Under the “disagreement” method of analysis, a new opinion posits a holding interpreting an underlying source of law such as a statute, and the new opinion’s holding contradicts a holding posited by an earlier opinion. The rules of precedent generally limit lower courts’ power to disagree with higher courts. (Twining and Miers 2010 at 281) However, lower courts may sometimes avoid this limitation by labeling the higher courts’ holdings as dicta.

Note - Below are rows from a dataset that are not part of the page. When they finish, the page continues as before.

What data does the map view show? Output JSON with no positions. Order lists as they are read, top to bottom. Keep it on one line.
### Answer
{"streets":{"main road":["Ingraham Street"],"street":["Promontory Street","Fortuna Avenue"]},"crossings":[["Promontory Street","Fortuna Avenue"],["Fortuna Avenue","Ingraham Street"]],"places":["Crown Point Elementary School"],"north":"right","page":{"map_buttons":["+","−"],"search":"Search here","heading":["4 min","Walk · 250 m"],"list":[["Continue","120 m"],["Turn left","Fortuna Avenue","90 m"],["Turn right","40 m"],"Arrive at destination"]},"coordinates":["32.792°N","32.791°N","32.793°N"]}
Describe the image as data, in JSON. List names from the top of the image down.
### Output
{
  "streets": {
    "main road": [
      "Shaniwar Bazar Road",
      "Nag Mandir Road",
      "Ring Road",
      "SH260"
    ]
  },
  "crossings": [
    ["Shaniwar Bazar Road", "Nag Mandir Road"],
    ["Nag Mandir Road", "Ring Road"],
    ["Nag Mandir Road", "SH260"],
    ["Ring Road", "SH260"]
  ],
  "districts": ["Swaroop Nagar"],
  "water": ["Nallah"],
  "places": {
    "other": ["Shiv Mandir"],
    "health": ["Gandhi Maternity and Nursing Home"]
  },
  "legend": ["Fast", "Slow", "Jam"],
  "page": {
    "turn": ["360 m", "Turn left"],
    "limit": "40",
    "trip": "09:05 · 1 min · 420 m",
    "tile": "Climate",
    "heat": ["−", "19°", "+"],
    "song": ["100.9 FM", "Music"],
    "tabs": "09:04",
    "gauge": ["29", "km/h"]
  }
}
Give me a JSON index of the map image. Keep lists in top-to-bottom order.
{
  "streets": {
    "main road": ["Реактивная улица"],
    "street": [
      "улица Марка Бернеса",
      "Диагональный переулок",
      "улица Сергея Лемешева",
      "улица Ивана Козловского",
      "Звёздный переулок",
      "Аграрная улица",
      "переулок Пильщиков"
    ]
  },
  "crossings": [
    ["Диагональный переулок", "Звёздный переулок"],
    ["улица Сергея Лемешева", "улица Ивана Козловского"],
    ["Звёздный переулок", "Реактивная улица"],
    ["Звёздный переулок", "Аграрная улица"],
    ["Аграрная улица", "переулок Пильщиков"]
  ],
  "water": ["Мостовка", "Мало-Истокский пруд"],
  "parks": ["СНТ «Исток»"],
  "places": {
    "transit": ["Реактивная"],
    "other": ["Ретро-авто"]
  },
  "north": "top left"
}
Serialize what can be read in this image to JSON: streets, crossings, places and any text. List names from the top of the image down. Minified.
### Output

Contradiction by disagreement may go by names such as “overruling,” (Raz 2009 at 189) “abrogating,” (see Holytz v. Milwaukee (1962) 17 Wis.2d 26, 39 “The doctrine of governmental immunity having been engrafted upon the law of this state by judicial provision, we deem that it may be changed or abrogated by judicial provision”) “disapproving,” (see People v. Lopez (2009) 177 Cal.App.4th 202, 206 “It therefore appears that Geier has been disapproved by the United States Supreme Court’s interpretation of the confrontation clause”) “modifying,” (see Calloway v. White (2009) 649 F.Supp.2d 1048, 1051 “Although the Supreme Court modified the holding of Roberts in Crawford v. Washington…it has also held that Crawford is not to be applied retroactively”) or “limiting.” (Todd 2007) The term “overruling” by itself carries the connotations that the new opinion specifically considered and rejected the analysis of the earlier opinion, and that the hierarchy of courts will require the court that issued the overruled opinion to follow the overruling holding in the future. “Overruling sub silentio,” by contrast, indicates that a holding has been abrogated without explicitly being mentioned. (Friedman 2010 at 14) “Abrogating” connotes that the abrogating court may not have specifically analyzed the abrogated opinion, but that the court that issued the abrogated opinion will nonetheless be required to follow the abrogating holding. “Limiting” and “modifying” generally mean that the new opinion’s holding is similar but not identical to the earlier opinion’s holding; these terms are ambiguous as to whether the new holding literally contradicts the earlier holding at all. This paper will generally use “disagreeing” instead of the other terms, because “disagreeing” is broad enough to encompass each of the other terms to the extent that they involve contradiction. “Disagreeing” connotes only that the disagreeing court is not required to follow the court that issued the earlier opinion, not necessarily that the court that issued the earlier opinion is required to follow the disagreeing court. Terms that refer to disagreement are often modified with the word “partially” (e.g. “partially overruling,” “partially disagreeing”) when one holding contradicts another holding only in part. Partially contradicting a holding by disagreement is also commonly called “carving out an exception” from the holding.

3.3 Attributing

Under the “attribution” method of analysis, the new opinion restates a holding (or set of holdings) posited by the earlier opinion, but does not necessarily agree that the holdings as restated are a correct interpretation of the underlying source of law. Instead, the new opinion merely posits that the earlier opinion should be read as if the earlier opinion posited the restated holdings. This paper will refer to this form of analysis as “attributing” holdings to an earlier opinion. The holdings thus attributed to the earlier opinion may be broader or narrower than, or even identical to, the holdings actually stated in the text of the earlier opinion. In other words, while “disagreement” means making a statement in the abstract that contradicts a prior opinion’s holding, “attribution” involves making a statement about what the prior opinion’s holdings were.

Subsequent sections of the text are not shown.